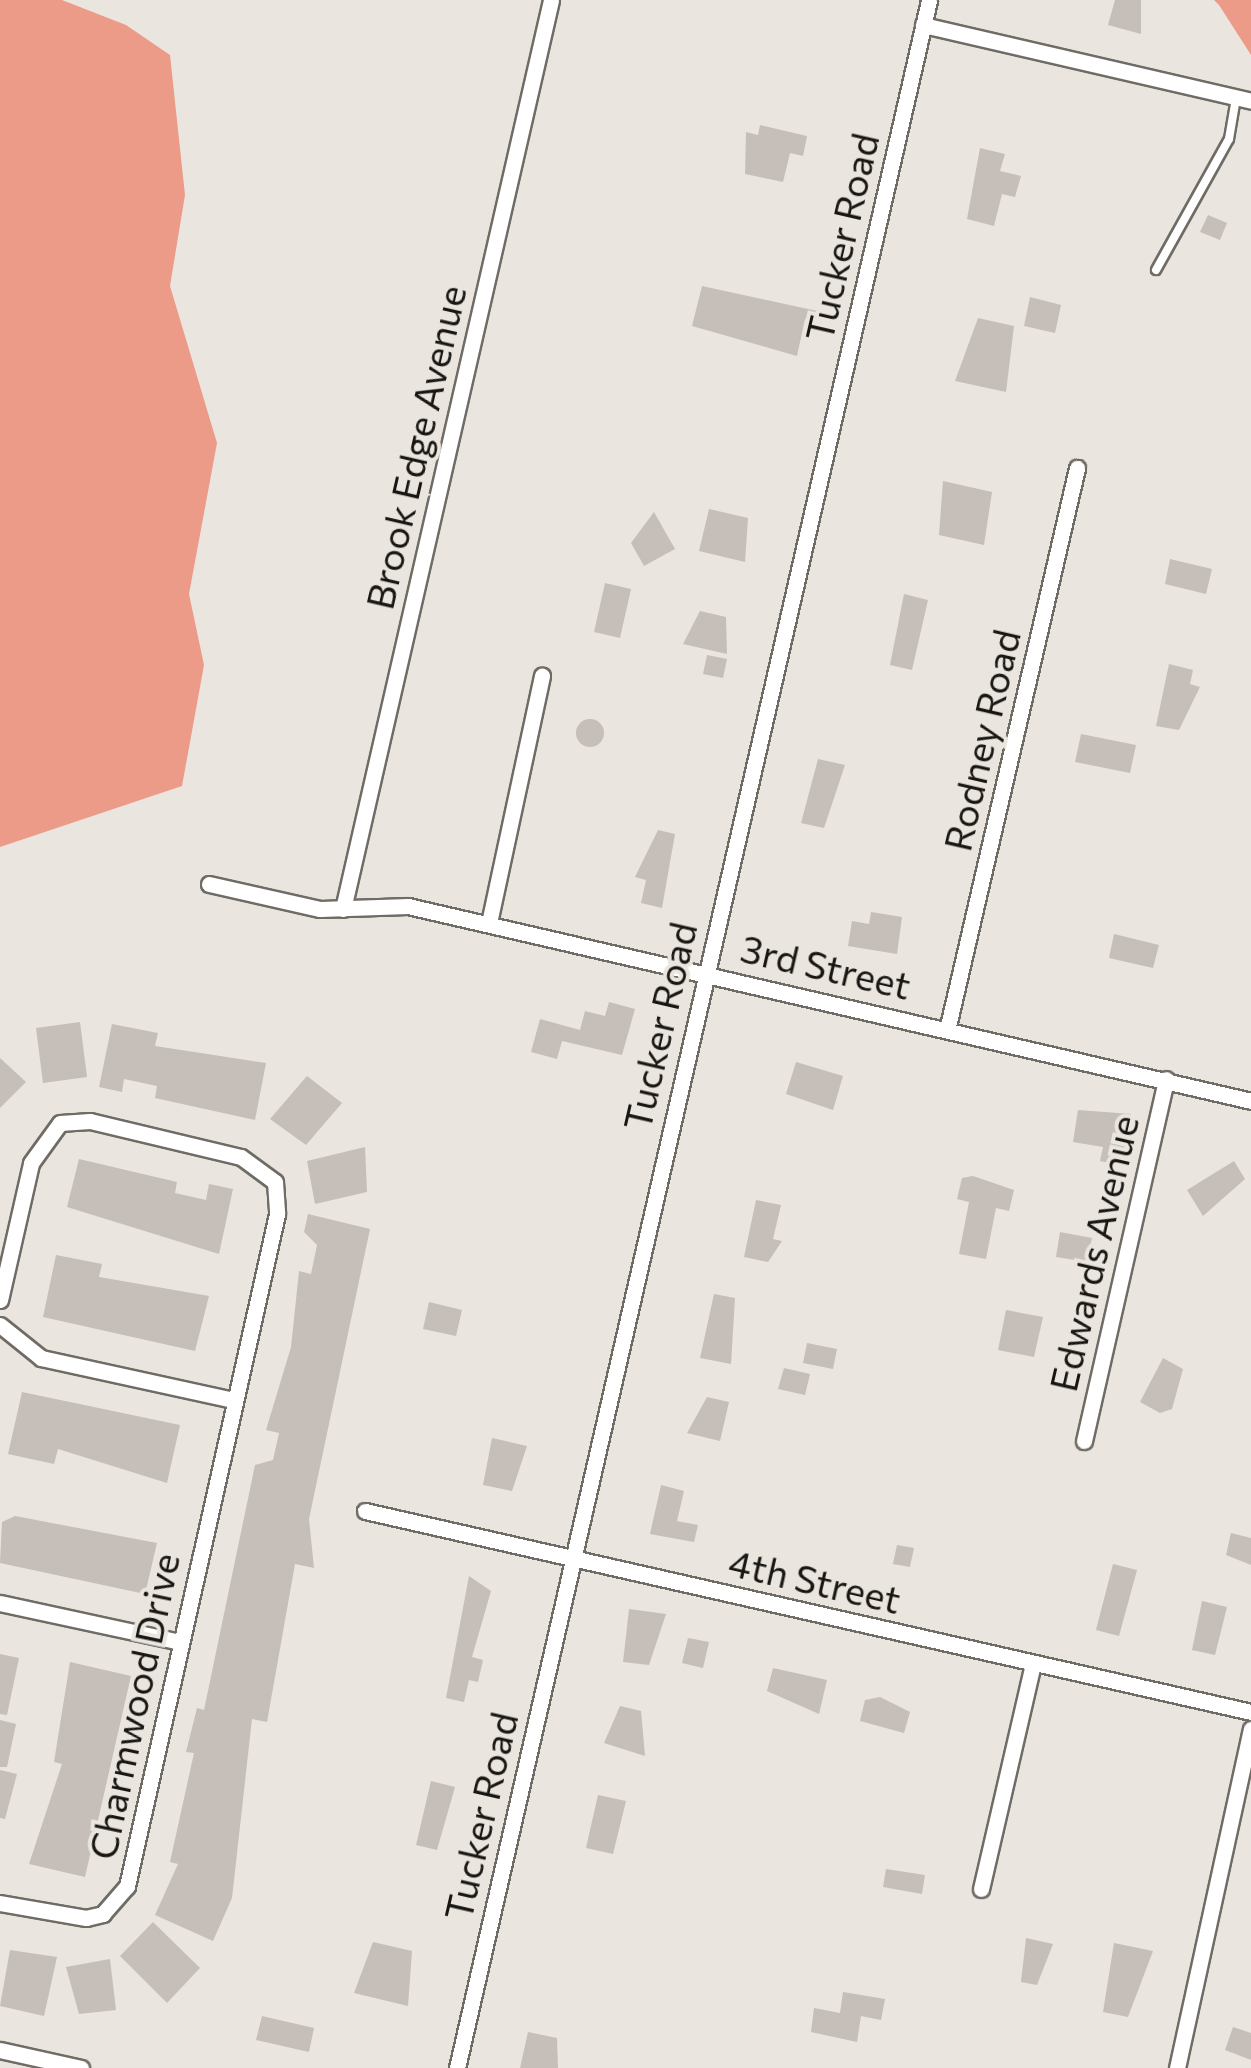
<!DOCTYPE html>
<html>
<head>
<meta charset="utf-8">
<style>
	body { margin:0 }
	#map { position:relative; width:1251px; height:2068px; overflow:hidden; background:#eae5de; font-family:Commissioner,sans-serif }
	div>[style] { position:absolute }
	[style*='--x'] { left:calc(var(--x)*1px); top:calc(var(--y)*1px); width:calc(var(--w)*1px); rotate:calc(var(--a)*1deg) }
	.green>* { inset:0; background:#ec9b88 }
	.building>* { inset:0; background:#c6beb9 }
	.round { border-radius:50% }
	.roads { filter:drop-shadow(2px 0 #6f6b65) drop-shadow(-2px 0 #6f6b65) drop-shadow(0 2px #6f6b65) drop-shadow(0 -2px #6f6b65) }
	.service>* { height:8px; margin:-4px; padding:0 4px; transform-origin:4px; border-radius:4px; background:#fff }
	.minor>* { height:15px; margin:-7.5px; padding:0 7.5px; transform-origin:7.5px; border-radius:7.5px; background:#fff }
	span { translate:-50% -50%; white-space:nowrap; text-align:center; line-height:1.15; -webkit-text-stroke:8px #eae5de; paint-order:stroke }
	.street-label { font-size:38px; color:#171613 }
</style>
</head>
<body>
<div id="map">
	<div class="green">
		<i style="clip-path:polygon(0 0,62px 0,126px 25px,170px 55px,185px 195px,170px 286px,217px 443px,189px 594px,204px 665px,182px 786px,0 847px)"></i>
		<i style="clip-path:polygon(1214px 0,1251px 0,1251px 55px,1219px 5px)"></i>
	</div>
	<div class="building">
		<i style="clip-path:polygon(1115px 0,1141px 0,1141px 34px,1108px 25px)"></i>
		<i style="clip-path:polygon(760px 125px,807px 136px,803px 156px,790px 153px,783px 182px,745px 174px,746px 132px,758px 135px)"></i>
		<i style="clip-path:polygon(980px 148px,1005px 154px,1000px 171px,1021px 176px,1015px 197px,1002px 194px,994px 226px,967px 219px)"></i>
		<i style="clip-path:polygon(1208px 215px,1227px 223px,1220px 240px,1200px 232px)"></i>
		<i style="clip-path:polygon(702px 286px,785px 304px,822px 312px,805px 319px,797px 356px,692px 326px)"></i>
		<i style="clip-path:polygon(1030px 297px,1061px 305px,1055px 333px,1024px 326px)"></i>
		<i style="clip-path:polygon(978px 318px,1014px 326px,1006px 392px,955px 381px)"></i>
		<i style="clip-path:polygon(943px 481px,992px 492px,984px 545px,939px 535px)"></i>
		<i style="clip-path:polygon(709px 509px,748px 518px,745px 562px,699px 551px)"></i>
		<i style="clip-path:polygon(654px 512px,675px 549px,644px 566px,631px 543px)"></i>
		<i style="clip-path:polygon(1170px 559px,1212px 569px,1206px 594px,1165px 584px)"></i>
		<i style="clip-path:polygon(605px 583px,631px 589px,620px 638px,594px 632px)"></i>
		<i style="clip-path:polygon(904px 594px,928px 600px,912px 670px,890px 665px)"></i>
		<i style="clip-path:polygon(700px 611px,726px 617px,727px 654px,683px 644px)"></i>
		<i style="clip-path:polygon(707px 655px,727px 659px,723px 678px,703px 674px)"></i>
		<i style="clip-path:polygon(1169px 664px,1193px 670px,1190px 684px,1200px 687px,1179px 730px,1156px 726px)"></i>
		<i class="round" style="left:576px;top:719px;width:28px;height:28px"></i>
		<i style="clip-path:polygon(1081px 734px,1136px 745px,1130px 773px,1075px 762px)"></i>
		<i style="clip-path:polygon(818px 759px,845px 765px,824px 828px,801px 823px)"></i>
		<i style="clip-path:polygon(658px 830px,675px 834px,662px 908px,641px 903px,646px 880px,635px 877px)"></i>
		<i style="clip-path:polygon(871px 912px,902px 917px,897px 954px,848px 946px,852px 921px,869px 924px)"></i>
		<i style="clip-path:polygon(1114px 934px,1159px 945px,1153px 968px,1109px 958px)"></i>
		<i style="clip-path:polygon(609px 1002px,635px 1009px,622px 1055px,562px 1041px,557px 1059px,531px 1052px,540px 1019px,580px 1030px,585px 1011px,605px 1016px)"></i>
		<i style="clip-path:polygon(80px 1022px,87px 1077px,43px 1083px,36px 1028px)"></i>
		<i style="clip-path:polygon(112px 1024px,158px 1033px,155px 1046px,266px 1063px,255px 1120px,155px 1098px,157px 1086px,124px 1079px,122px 1092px,99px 1087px)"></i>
		<i style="clip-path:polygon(0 1058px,26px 1082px,0 1108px)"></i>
		<i style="clip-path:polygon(796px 1062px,843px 1076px,833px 1110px,786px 1094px)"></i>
		<i style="clip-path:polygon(307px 1076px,342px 1103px,306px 1145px,270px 1119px)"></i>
		<i style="clip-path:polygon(1078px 1110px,1131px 1114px,1121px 1165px,1100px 1161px,1103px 1147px,1073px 1142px)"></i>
		<i style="clip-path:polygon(365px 1147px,367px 1192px,315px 1204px,307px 1161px)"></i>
		<i style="clip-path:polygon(79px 1159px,177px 1182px,175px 1193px,206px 1200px,209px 1184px,233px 1189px,219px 1254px,67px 1207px)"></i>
		<i style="clip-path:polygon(1234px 1161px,1245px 1179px,1203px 1216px,1187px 1190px)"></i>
		<i style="clip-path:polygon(973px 1176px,1014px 1190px,1009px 1211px,996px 1208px,986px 1259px,959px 1254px,969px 1202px,957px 1199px,962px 1178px)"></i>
		<i style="clip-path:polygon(756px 1200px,781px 1205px,773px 1239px,782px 1241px,768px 1262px,744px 1257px)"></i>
		<i style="clip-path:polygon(308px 1214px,370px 1229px,309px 1519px,314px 1568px,295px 1564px,267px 1722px,252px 1719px,232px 1898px,213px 1941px,155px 1915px,178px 1864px,170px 1862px,194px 1753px,186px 1752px,197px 1708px,204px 1710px,255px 1465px,273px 1460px,279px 1433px,266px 1430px,291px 1347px,299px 1271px,311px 1274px,317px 1245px,304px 1232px)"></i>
		<i style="clip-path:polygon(1060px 1232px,1092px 1238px,1087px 1262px,1056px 1257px)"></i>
		<i style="clip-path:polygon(56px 1255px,102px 1264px,99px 1277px,209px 1296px,195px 1351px,43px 1317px)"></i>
		<i style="clip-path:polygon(714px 1294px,735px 1298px,731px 1364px,700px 1358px)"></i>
		<i style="clip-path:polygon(429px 1302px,462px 1310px,456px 1336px,423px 1329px)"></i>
		<i style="clip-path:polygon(1006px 1310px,1043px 1317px,1034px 1357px,998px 1350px)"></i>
		<i style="clip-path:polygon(807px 1343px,837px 1349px,833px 1369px,803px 1363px)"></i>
		<i style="clip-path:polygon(1163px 1358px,1183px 1369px,1172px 1409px,1160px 1413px,1140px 1402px)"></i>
		<i style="clip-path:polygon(784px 1368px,810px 1374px,805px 1395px,778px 1389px)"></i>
		<i style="clip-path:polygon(22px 1392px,180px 1425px,167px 1483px,58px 1449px,54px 1464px,8px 1454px)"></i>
		<i style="clip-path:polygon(707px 1397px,729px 1402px,720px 1441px,687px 1433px)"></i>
		<i style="clip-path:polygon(492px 1438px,527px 1446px,512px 1491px,483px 1485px)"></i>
		<i style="clip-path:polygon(661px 1485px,684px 1491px,677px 1521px,698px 1525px,694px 1542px,650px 1534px)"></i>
		<i style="clip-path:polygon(15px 1516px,157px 1543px,145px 1594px,0 1563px,2px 1522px)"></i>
		<i style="clip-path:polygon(1231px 1533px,1251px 1538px,1251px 1565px,1226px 1555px)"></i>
		<i style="clip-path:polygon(897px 1545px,914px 1548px,910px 1567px,893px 1564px)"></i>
		<i style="clip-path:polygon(1113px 1564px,1137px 1570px,1119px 1636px,1096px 1630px)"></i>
		<i style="clip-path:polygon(469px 1576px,491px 1591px,472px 1657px,483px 1660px,478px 1682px,469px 1680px,464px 1702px,446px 1698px)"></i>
		<i style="clip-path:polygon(1202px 1601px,1227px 1607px,1215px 1655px,1192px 1650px)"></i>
		<i style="clip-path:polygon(629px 1609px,666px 1614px,649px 1665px,623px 1662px)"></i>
		<i style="clip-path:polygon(688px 1638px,709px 1642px,703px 1668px,682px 1663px)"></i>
		<i style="clip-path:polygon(0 1654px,19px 1658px,7px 1715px,0 1714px)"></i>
		<i style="clip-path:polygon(70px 1662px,131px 1676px,85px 1877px,29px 1864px,62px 1764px,54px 1762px)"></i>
		<i style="clip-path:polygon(773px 1668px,827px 1680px,819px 1714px,767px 1691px)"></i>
		<i style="clip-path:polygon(880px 1697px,910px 1712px,904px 1733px,860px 1721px,865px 1700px)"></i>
		<i style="clip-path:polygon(620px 1706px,641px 1711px,645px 1756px,604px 1743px)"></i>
		<i style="clip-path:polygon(0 1720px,16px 1724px,7px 1767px,0 1767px)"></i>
		<i style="clip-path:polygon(0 1770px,17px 1774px,5px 1819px,0 1818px)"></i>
		<i style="clip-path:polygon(431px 1781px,455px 1787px,437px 1850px,416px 1845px)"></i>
		<i style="clip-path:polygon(598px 1795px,626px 1801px,613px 1854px,586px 1848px)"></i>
		<i style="clip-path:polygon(886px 1869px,925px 1875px,922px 1894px,883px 1887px)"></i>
		<i style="clip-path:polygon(153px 1922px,200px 1968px,167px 2003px,120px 1956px)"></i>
		<i style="clip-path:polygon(1026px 1938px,1053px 1944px,1037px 1985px,1021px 1982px)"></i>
		<i style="clip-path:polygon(373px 1942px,412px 1951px,408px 2006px,354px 1993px)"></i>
		<i style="clip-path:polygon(1114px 1943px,1153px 1951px,1128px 2017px,1103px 2012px)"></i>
		<i style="clip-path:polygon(10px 1950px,57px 1957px,44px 2016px,0 2006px)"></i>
		<i style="clip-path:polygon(110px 1959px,116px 2010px,79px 2014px,66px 1967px)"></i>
		<i style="clip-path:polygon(843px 1992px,885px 1999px,881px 2020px,861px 2016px,857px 2042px,811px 2032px,814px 2008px,840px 2013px)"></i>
		<i style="clip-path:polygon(262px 2016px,314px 2028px,309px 2052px,256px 2040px)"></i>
		<i style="clip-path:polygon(1233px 2027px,1251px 2033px,1251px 2060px,1225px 2050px)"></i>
		<i style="clip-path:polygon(528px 2032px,557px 2038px,558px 2068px,520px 2068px)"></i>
	</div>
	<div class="roads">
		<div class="service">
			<i style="--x:1156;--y:270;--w:150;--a:-60.9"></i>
			<i style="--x:1229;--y:139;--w:42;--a:-80.3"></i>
		</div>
		<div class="minor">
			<i style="--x:923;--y:25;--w:337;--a:13"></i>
			<i style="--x:209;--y:884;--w:114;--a:12.7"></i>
			<i style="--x:320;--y:909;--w:88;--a:-2"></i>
			<i style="--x:408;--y:906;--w:865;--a:13.02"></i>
			<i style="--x:343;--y:909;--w:932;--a:-77.11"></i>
			<i style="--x:489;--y:923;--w:253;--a:-77.9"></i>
			<i style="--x:948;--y:1026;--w:573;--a:-76.98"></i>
			<i style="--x:0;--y:1300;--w:140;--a:-77.2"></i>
			<i style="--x:31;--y:1163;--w:49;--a:-54.1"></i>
			<i style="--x:60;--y:1123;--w:30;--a:-4"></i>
			<i style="--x:90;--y:1121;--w:155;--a:13.4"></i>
			<i style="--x:241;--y:1157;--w:42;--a:36.3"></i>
			<i style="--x:275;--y:1182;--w:32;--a:86"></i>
			<i style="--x:277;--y:1214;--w:689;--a:102.58"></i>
			<i style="--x:127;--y:1886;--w:37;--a:131"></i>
			<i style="--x:103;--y:1914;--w:17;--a:167"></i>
			<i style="--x:86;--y:1918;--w:87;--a:-170.1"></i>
			<i style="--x:0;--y:1325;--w:53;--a:38.8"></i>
			<i style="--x:41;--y:1358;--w:197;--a:12.3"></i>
			<i style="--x:1084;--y:1441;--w:371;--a:-77.2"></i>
			<i style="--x:365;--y:1511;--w:909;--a:12.78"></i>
			<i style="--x:0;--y:1603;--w:184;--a:12.2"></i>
			<i style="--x:981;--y:1889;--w:232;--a:-77"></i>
			<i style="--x:0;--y:2050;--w:83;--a:12.5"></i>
			<i style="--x:457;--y:2068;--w:2121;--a:-77.14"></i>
			<i style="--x:1177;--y:2068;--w:347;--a:-77.7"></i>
		</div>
	</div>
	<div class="street-label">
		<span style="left:841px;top:237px;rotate:-77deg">Tucker Road</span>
		<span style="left:415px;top:447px;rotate:-77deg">Brook Edge Avenue</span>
		<span style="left:981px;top:740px;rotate:-77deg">Rodney Road</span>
		<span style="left:826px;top:966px;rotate:13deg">3rd Street</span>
		<span style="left:659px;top:1026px;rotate:-77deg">Tucker Road</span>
		<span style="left:1093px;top:1253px;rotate:-77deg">Edwards Avenue</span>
		<span style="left:815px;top:1580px;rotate:13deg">4th Street</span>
		<span style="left:133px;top:1706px;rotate:-78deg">Charmwood Drive</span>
		<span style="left:480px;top:1816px;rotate:-77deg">Tucker Road</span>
	</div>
</div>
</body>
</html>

================================

In the lines above, spot each one that contains the word "service" and copy it.

	.service>* { height:8px; margin:-4px; padding:0 4px; transform-origin:4px; border-radius:4px; background:#fff }
		<div class="service">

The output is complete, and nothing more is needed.